Work required
Please repeat the data exactly. Any picture in it stays out.

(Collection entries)
^^^^^^^^

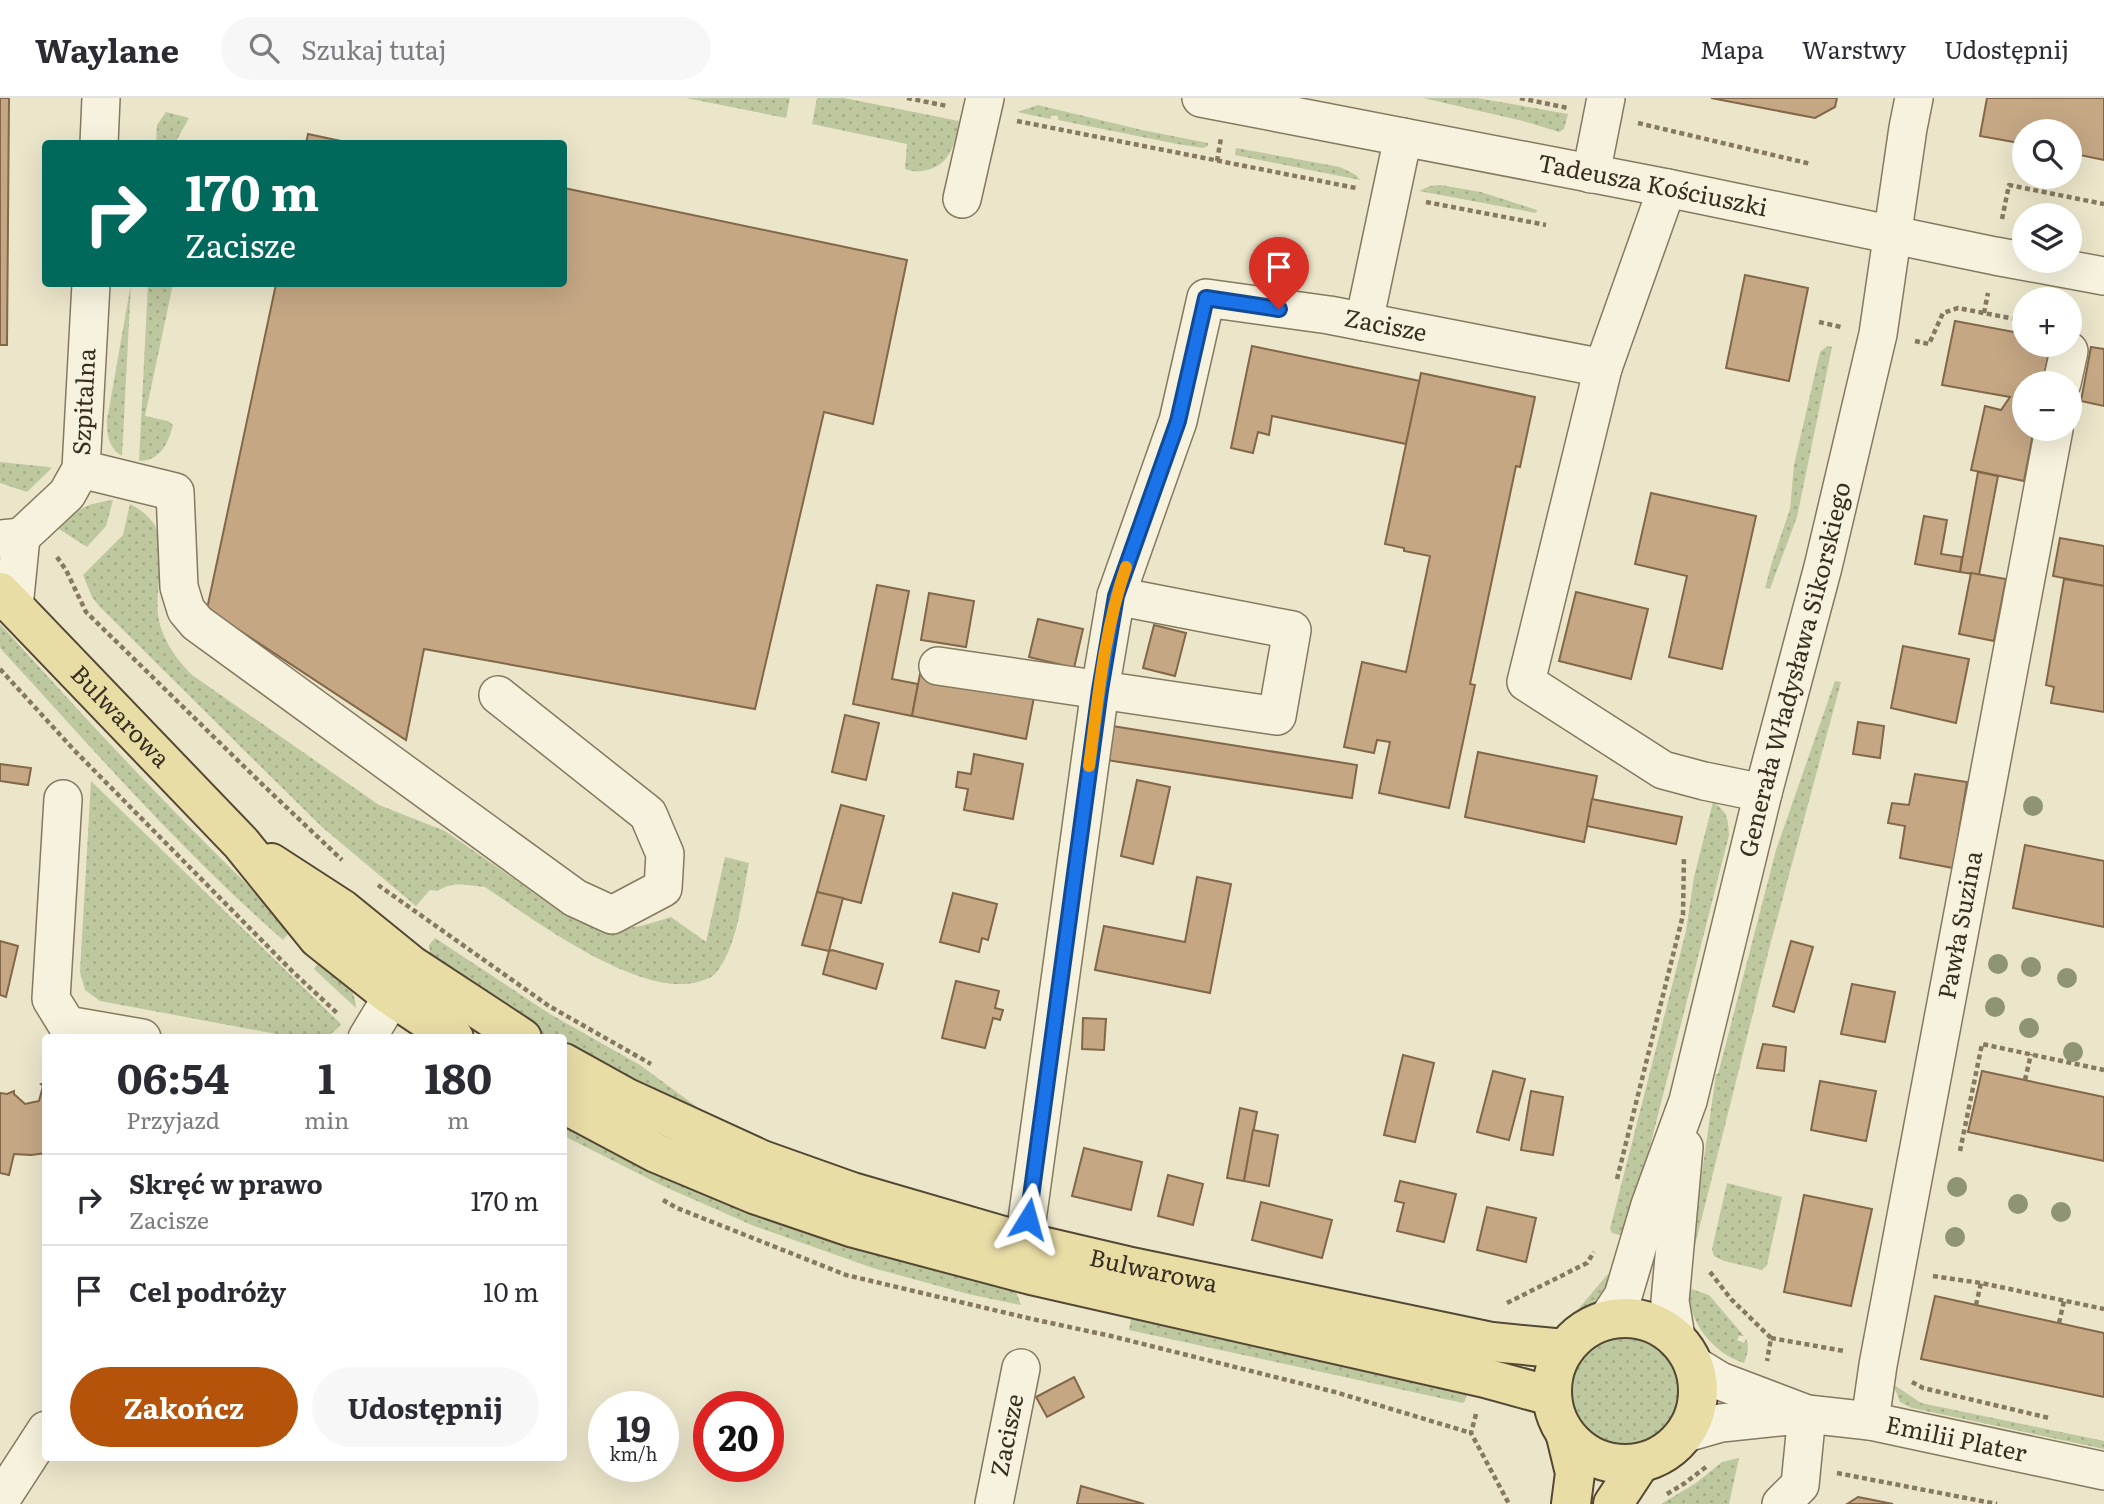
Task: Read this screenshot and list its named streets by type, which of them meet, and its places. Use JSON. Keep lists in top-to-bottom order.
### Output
{
  "streets": {
    "main road": ["Bulwarowa"],
    "street": [
      "Tadeusza Kościuszki",
      "Zacisze",
      "Szpitalna",
      "Generała Władysława Sikorskiego",
      "Pawła Suzina",
      "Emilii Plater"
    ]
  },
  "crossings": [
    ["Tadeusza Kościuszki", "Generała Władysława Sikorskiego"],
    ["Zacisze", "Bulwarowa"],
    ["Generała Władysława Sikorskiego", "Bulwarowa"],
    ["Generała Władysława Sikorskiego", "Emilii Plater"],
    ["Bulwarowa", "Emilii Plater"],
    ["Pawła Suzina", "Emilii Plater"]
  ],
  "page": {
    "header": "Waylane",
    "search": "Szukaj tutaj",
    "nav": ["Mapa", "Warstwy", "Udostępnij"],
    "map_buttons": ["+", "−"],
    "turn": ["170 m", "Zacisze"],
    "eta": [
      "06:54",
      "Przyjazd",
      "1",
      "min",
      "180",
      "m"
    ],
    "list": [
      {
        "name": "Skręć w prawo",
        "note": "Zacisze",
        "value": "170 m"
      },
      {
        "name": "Cel podróży",
        "value": "10 m"
      }
    ],
    "buttons": ["Zakończ", "Udostępnij"],
    "speed": "19 km/h",
    "limit": "20"
  }
}
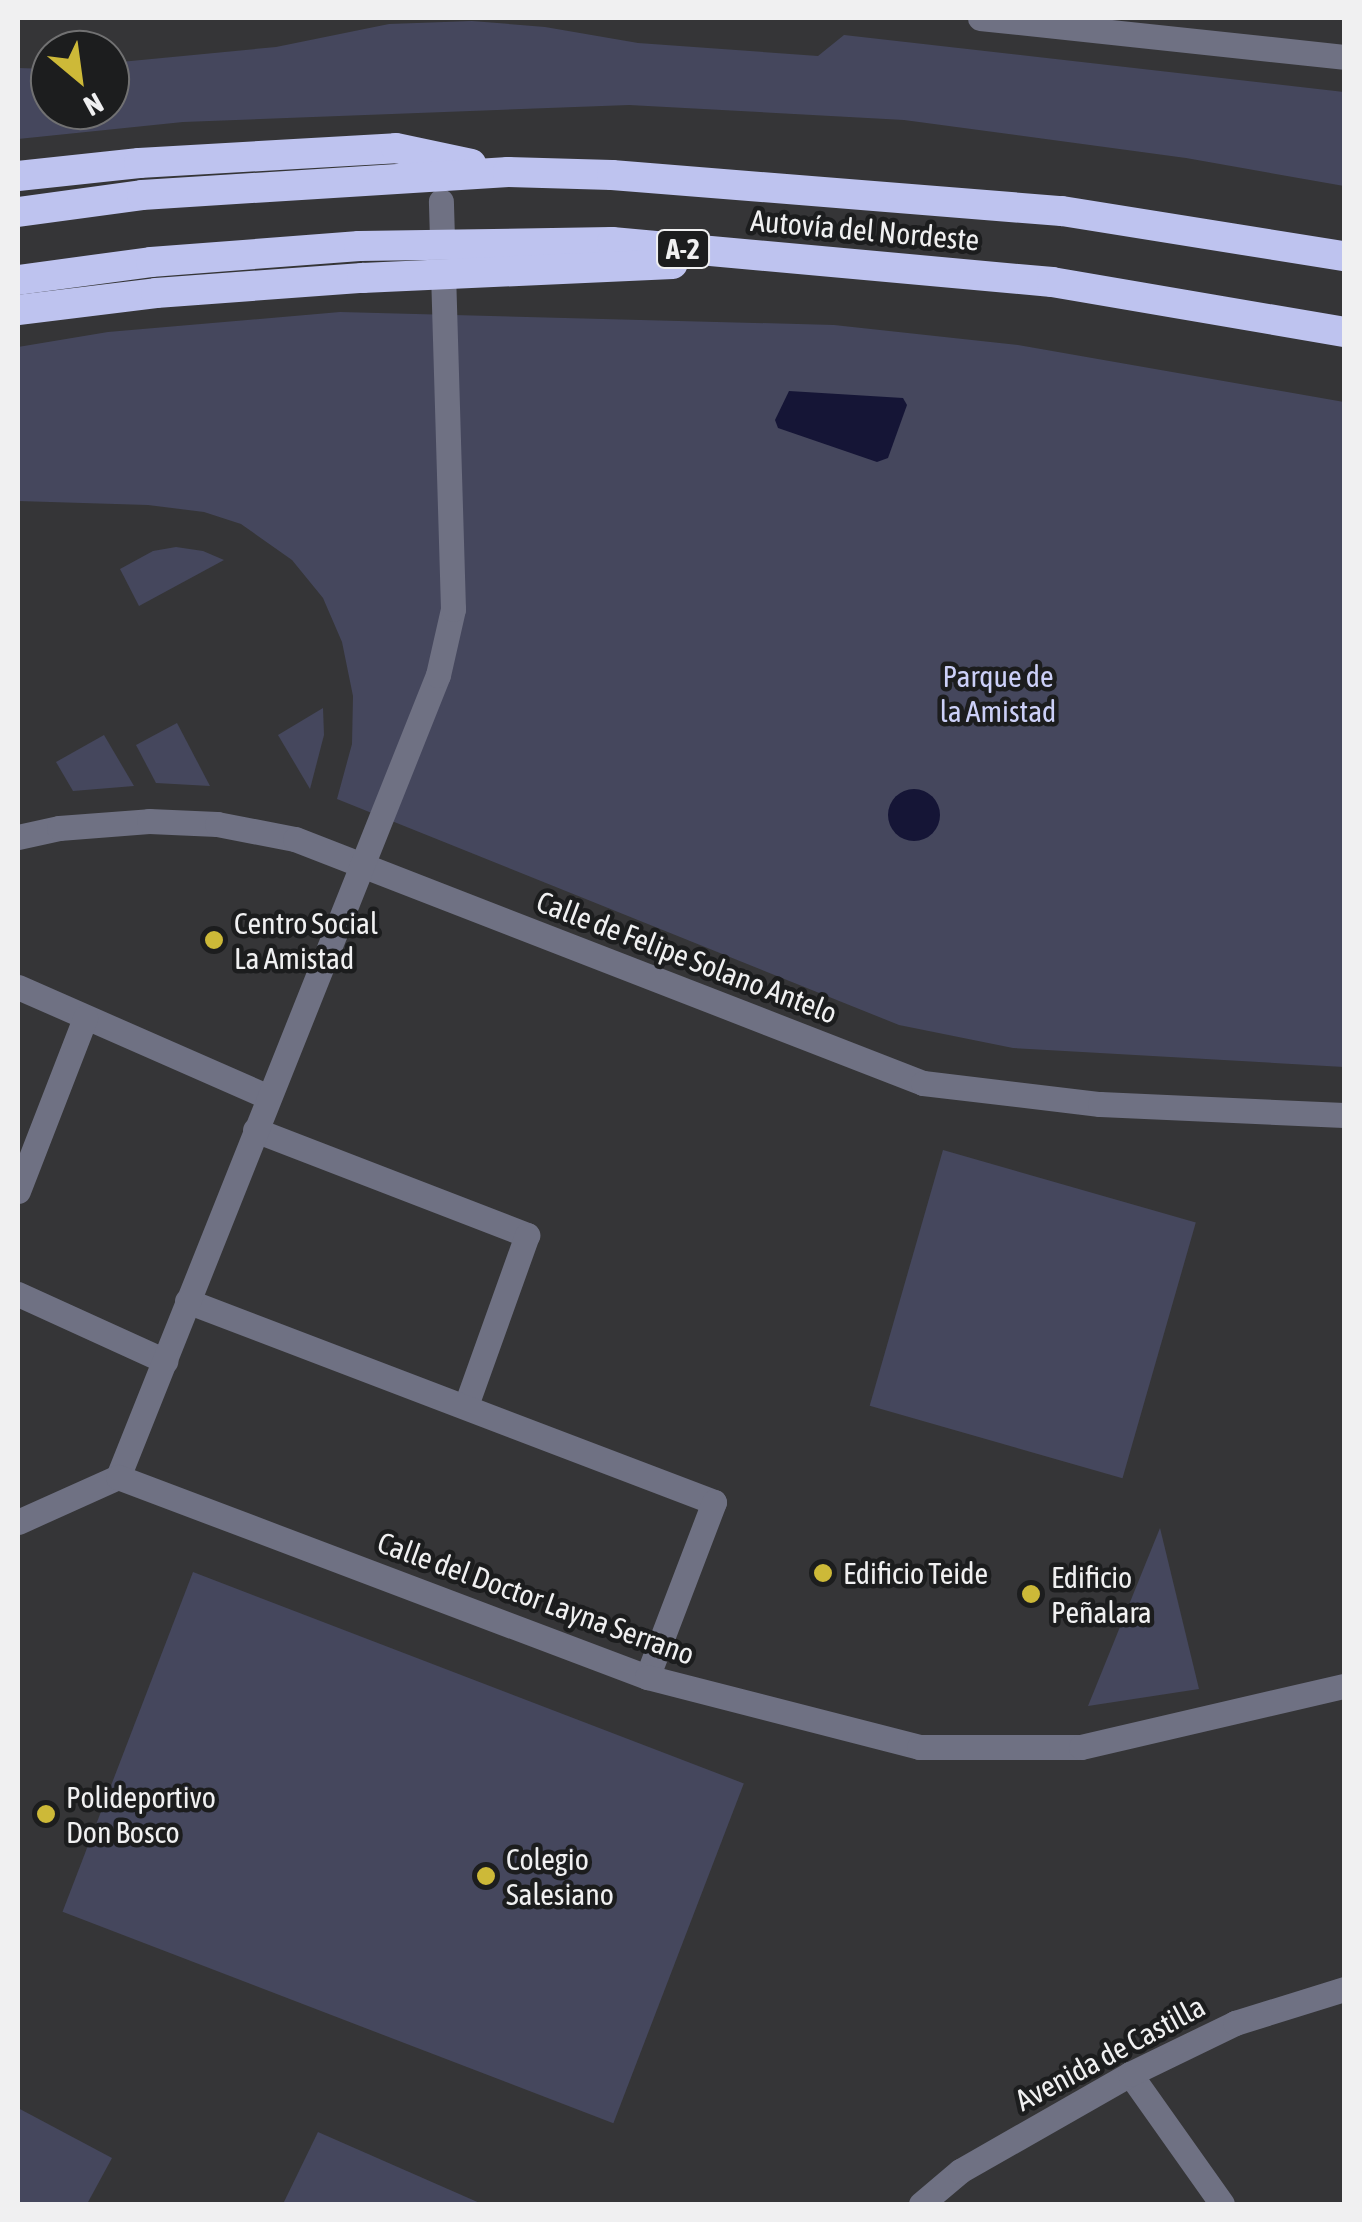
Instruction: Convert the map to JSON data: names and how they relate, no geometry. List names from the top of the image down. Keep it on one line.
{"streets":{"highway":["Autovía del Nordeste","A-2"],"street":["Calle de Felipe Solano Antelo","Calle del Doctor Layna Serrano","Avenida de Castilla"]},"parks":["Parque de la Amistad"],"places":["Centro Social La Amistad","Edificio Teide","Edificio Peñalara","Polideportivo Don Bosco","Colegio Salesiano"],"north":"bottom right"}
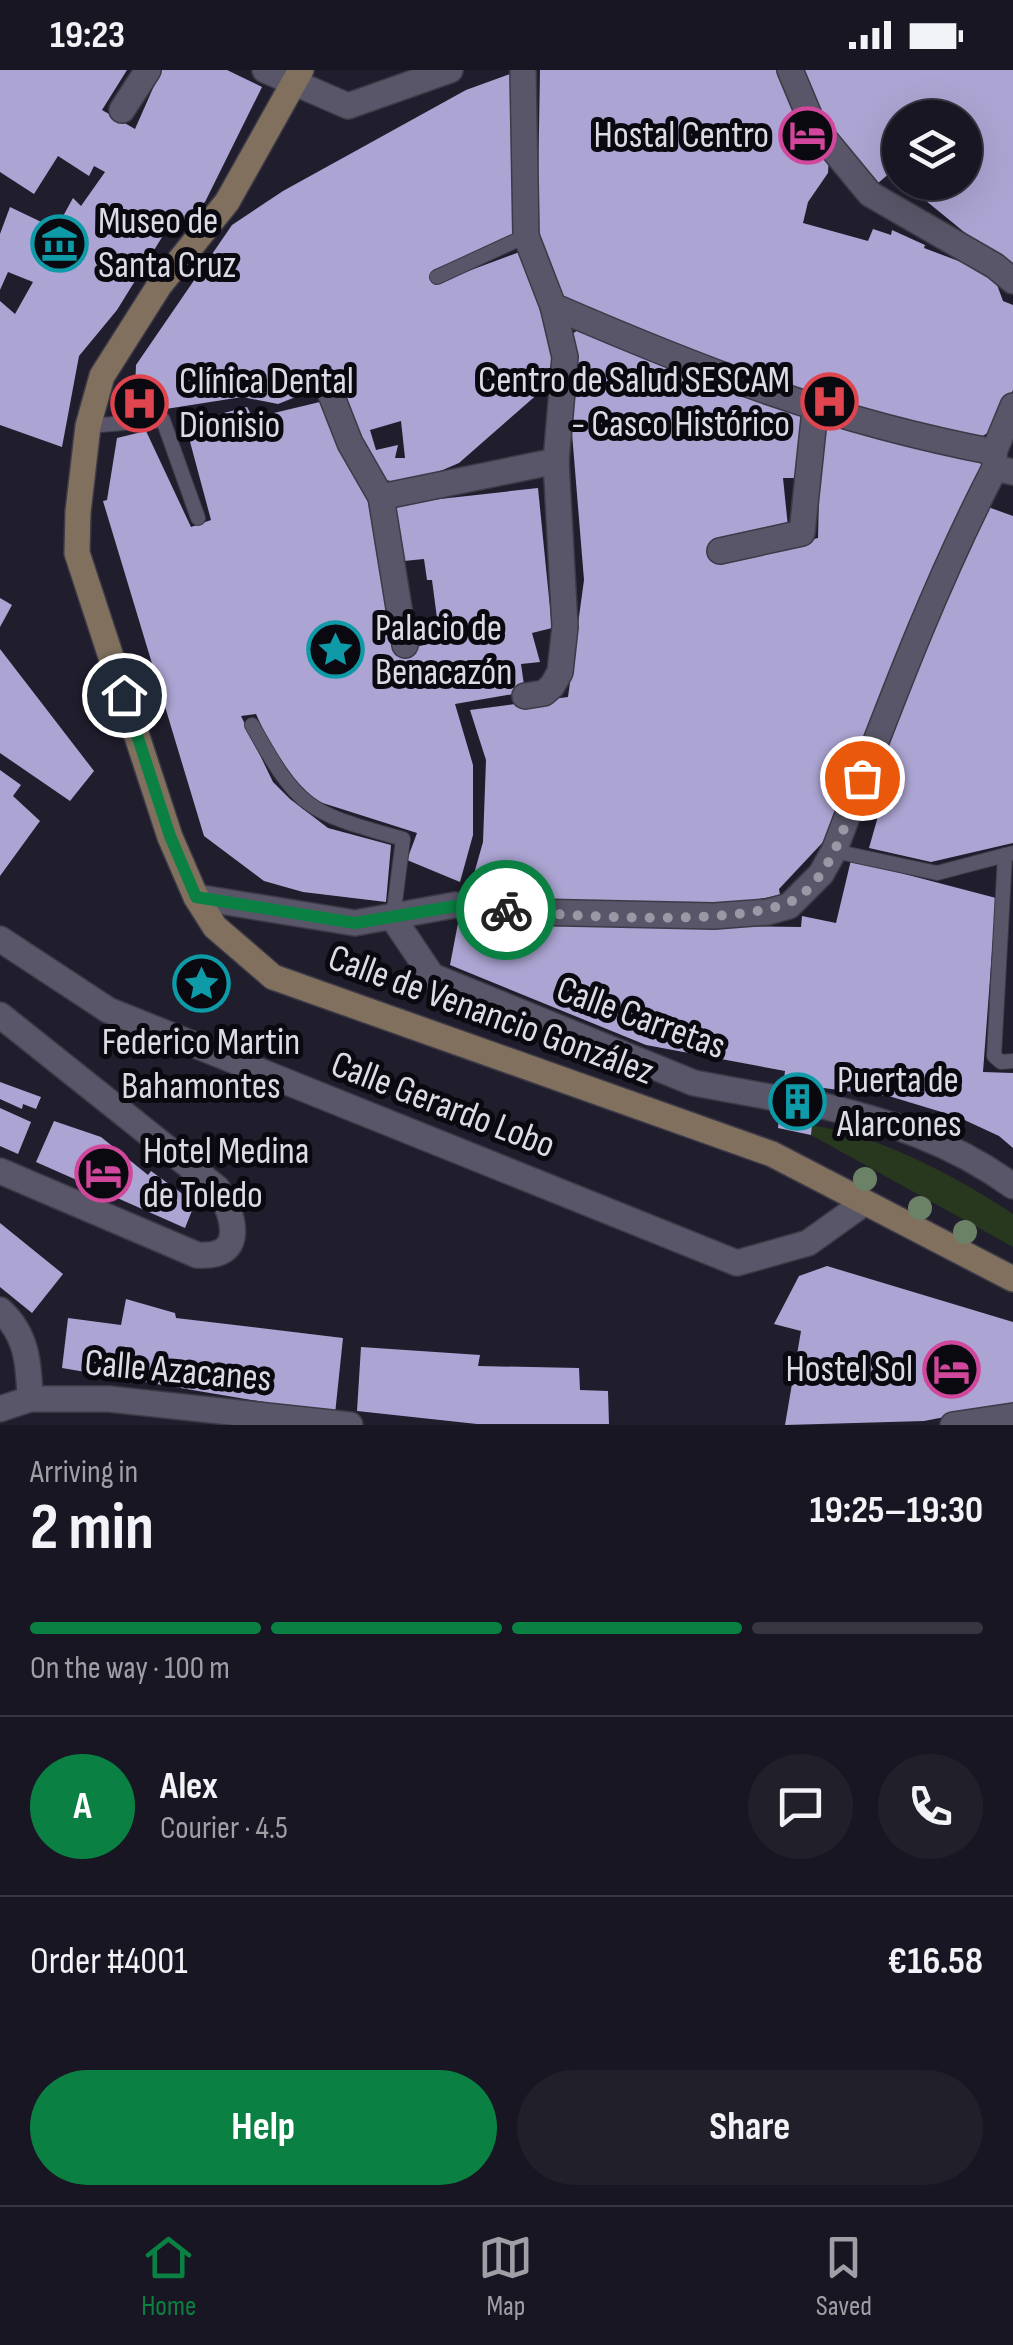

^^^^^^^^

Output for this exercise
Task: Read this screenshot and list its named streets by type, which of them meet, and its places. Use JSON. Keep lists in top-to-bottom order.
### Output
{
  "streets": {
    "main road": ["Bulwarowa"],
    "street": [
      "Tadeusza Kościuszki",
      "Zacisze",
      "Szpitalna",
      "Generała Władysława Sikorskiego",
      "Pawła Suzina",
      "Emilii Plater"
    ]
  },
  "crossings": [
    ["Tadeusza Kościuszki", "Generała Władysława Sikorskiego"],
    ["Zacisze", "Bulwarowa"],
    ["Generała Władysława Sikorskiego", "Bulwarowa"],
    ["Generała Władysława Sikorskiego", "Emilii Plater"],
    ["Bulwarowa", "Emilii Plater"],
    ["Pawła Suzina", "Emilii Plater"]
  ],
  "page": {
    "header": "Waylane",
    "search": "Szukaj tutaj",
    "nav": ["Mapa", "Warstwy", "Udostępnij"],
    "map_buttons": ["+", "−"],
    "turn": ["170 m", "Zacisze"],
    "eta": [
      "06:54",
      "Przyjazd",
      "1",
      "min",
      "180",
      "m"
    ],
    "list": [
      {
        "name": "Skręć w prawo",
        "note": "Zacisze",
        "value": "170 m"
      },
      {
        "name": "Cel podróży",
        "value": "10 m"
      }
    ],
    "buttons": ["Zakończ", "Udostępnij"],
    "speed": "19 km/h",
    "limit": "20"
  }
}
Instruction: Convert the map to JSON data: names and how they relate, no geometry. List names from the top of the image down. Keep it on one line.
{"streets":{"highway":["Autovía del Nordeste","A-2"],"street":["Calle de Felipe Solano Antelo","Calle del Doctor Layna Serrano","Avenida de Castilla"]},"parks":["Parque de la Amistad"],"places":["Centro Social La Amistad","Edificio Teide","Edificio Peñalara","Polideportivo Don Bosco","Colegio Salesiano"],"north":"bottom right"}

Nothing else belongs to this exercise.